→ What the exercise asks:
Search the records for "strokeStyle". Report every line where it occurs.

↓

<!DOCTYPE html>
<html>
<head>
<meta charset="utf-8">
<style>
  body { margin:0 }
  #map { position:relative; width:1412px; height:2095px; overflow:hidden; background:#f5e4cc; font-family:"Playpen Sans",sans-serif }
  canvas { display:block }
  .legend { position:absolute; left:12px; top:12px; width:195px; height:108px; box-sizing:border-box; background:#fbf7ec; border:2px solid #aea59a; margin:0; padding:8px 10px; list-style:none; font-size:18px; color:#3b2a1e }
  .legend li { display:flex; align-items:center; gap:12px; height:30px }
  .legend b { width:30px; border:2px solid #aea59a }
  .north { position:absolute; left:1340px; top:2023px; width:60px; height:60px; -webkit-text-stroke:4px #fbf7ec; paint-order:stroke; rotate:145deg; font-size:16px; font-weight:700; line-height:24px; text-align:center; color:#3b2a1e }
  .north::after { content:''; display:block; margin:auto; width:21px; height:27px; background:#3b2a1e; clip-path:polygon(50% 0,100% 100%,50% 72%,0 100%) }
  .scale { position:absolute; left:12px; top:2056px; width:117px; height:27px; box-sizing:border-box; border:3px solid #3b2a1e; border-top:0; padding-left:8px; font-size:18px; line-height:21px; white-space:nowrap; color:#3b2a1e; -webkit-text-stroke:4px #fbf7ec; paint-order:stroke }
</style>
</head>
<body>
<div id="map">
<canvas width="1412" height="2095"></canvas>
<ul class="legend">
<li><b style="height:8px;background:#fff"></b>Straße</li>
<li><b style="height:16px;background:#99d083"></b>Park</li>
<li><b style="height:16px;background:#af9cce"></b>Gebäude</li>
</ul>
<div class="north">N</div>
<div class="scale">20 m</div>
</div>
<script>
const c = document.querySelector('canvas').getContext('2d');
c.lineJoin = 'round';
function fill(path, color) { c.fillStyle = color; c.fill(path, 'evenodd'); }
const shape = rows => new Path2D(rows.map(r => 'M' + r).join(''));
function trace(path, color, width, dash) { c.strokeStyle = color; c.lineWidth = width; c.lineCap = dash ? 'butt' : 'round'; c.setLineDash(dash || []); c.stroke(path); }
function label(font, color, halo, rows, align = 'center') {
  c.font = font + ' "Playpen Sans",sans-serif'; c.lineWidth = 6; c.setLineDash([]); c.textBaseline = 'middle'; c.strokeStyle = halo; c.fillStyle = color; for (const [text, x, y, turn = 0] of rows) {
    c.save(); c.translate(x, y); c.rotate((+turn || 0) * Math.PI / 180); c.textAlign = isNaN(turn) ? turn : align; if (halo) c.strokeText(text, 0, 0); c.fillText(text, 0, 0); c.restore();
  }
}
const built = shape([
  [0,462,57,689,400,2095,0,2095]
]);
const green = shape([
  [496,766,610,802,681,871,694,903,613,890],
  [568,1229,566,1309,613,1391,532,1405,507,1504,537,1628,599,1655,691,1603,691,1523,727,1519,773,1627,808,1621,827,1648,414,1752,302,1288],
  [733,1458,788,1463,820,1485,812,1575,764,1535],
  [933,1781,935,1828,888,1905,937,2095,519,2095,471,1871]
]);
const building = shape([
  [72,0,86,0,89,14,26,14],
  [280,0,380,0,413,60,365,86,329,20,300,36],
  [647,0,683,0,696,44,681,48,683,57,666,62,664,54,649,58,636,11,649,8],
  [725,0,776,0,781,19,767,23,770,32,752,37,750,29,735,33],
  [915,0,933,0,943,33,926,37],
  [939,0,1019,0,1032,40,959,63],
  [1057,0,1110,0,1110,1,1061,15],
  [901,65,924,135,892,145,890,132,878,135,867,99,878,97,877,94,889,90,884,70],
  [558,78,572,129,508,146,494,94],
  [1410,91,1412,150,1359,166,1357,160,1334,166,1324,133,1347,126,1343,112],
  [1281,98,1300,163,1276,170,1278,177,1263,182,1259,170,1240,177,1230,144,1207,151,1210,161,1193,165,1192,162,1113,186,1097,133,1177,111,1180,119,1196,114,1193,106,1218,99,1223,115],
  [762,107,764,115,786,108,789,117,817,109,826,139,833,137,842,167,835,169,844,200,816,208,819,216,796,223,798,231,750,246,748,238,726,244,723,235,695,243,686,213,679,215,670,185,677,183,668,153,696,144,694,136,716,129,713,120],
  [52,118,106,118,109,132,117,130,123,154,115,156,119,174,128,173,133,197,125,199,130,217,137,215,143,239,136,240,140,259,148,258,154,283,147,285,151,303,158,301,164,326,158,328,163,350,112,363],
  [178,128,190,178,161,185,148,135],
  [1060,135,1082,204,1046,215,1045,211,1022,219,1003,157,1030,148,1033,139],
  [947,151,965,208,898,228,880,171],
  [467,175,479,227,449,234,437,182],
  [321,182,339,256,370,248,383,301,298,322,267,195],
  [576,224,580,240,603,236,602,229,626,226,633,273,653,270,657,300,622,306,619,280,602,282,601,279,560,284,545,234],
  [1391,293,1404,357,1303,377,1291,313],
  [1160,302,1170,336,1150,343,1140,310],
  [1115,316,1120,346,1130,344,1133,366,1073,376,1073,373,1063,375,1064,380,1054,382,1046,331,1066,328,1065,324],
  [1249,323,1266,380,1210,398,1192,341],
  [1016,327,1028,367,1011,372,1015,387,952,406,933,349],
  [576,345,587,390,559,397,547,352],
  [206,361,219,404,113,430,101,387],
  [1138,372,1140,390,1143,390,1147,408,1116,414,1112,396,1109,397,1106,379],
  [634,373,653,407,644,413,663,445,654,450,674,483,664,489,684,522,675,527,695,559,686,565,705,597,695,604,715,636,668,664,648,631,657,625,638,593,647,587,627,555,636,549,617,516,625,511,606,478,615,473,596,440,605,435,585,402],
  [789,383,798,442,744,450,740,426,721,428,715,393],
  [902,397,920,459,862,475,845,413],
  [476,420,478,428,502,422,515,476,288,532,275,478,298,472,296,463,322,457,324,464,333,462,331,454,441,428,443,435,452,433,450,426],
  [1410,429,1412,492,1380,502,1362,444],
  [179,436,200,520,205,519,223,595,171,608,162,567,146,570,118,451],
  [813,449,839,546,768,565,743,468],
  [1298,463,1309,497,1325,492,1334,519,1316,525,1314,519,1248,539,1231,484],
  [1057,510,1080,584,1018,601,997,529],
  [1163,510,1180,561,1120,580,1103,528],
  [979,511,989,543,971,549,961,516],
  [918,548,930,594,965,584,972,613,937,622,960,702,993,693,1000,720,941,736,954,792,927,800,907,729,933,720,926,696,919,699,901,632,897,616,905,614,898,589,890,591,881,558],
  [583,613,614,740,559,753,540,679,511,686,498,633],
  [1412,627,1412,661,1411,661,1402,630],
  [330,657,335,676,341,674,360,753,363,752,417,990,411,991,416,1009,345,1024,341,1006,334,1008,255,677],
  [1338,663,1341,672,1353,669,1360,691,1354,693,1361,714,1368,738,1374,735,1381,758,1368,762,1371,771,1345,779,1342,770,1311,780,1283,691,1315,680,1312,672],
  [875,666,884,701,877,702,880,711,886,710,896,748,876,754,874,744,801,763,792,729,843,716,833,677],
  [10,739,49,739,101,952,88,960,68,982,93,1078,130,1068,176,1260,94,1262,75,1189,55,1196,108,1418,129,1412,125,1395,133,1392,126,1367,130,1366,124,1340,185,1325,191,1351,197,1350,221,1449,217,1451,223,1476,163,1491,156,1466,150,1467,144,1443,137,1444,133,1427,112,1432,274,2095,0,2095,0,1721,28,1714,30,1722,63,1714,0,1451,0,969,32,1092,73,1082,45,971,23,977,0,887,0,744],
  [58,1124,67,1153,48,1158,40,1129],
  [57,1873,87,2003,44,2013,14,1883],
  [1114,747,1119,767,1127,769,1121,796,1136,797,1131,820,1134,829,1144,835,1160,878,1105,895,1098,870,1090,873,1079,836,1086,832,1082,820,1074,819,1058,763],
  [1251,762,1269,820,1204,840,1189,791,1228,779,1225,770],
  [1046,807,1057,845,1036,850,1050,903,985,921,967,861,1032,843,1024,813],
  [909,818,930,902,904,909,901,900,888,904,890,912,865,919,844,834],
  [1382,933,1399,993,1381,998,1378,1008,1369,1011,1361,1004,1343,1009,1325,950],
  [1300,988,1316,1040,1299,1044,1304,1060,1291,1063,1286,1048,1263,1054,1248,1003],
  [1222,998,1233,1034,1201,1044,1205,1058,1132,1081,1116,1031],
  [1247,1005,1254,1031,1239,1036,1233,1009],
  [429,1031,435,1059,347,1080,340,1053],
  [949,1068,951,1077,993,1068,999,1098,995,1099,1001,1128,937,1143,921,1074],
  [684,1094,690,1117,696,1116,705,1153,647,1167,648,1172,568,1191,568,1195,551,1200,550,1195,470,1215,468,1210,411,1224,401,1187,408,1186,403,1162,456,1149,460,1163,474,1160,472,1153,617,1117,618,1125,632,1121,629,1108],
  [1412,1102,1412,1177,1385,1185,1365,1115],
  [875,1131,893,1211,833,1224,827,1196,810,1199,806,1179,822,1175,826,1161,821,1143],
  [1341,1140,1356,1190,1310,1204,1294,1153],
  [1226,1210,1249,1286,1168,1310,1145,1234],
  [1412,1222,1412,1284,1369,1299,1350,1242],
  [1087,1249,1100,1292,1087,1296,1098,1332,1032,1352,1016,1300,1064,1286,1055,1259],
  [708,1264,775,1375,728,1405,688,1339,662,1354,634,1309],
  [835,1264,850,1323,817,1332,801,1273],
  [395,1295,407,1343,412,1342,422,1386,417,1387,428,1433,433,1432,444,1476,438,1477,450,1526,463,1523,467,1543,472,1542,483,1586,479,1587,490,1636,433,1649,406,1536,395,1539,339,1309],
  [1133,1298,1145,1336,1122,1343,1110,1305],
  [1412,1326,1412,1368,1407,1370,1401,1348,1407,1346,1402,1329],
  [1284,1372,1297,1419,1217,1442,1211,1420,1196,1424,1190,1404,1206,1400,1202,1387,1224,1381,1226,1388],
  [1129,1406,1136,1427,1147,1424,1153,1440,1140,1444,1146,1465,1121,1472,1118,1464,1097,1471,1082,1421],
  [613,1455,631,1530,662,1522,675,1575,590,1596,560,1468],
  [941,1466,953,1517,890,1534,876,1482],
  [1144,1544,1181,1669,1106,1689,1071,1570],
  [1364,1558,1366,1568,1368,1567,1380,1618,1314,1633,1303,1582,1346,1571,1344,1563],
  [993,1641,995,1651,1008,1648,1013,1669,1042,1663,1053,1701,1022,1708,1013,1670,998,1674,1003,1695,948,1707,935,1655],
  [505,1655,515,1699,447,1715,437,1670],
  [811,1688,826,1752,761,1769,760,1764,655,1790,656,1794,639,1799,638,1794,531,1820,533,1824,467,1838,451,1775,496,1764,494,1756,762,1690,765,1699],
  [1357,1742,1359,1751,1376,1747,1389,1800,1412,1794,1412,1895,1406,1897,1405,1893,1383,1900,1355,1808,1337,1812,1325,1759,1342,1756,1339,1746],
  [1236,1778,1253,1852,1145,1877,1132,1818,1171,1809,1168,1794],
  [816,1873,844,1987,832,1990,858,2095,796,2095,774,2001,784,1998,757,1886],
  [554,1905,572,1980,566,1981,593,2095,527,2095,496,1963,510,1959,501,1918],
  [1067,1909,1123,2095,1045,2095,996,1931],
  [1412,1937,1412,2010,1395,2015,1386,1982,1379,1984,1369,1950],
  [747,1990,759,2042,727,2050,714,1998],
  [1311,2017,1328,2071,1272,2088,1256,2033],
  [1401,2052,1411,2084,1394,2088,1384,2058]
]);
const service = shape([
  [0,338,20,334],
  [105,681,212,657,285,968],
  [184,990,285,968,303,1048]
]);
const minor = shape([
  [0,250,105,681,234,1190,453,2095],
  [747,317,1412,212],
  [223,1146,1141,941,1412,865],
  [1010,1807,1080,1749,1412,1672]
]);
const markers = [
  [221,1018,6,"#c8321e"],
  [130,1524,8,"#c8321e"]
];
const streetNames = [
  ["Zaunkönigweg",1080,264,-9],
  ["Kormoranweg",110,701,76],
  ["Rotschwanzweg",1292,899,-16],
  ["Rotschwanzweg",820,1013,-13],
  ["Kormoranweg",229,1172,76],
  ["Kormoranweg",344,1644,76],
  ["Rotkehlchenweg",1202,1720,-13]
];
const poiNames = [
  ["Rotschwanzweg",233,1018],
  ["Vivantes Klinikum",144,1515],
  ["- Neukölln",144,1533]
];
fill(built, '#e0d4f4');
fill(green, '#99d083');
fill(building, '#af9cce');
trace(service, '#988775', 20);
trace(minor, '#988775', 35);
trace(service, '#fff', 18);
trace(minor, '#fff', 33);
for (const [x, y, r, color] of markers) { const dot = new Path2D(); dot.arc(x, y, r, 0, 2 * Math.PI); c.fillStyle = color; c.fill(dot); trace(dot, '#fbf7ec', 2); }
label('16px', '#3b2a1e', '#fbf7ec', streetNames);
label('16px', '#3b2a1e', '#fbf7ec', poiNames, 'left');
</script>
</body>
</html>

↑

→ Output:
function trace(path, color, width, dash) { c.strokeStyle = color; c.lineWidth = width; c.lineCap = dash ? 'butt' : 'round'; c.setLineDash(dash || []); c.stroke(path); }
  c.font = font + ' "Playpen Sans",sans-serif'; c.lineWidth = 6; c.setLineDash([]); c.textBaseline = 'middle'; c.strokeStyle = halo; c.fillStyle = color; for (const [text, x, y, turn = 0] of rows) {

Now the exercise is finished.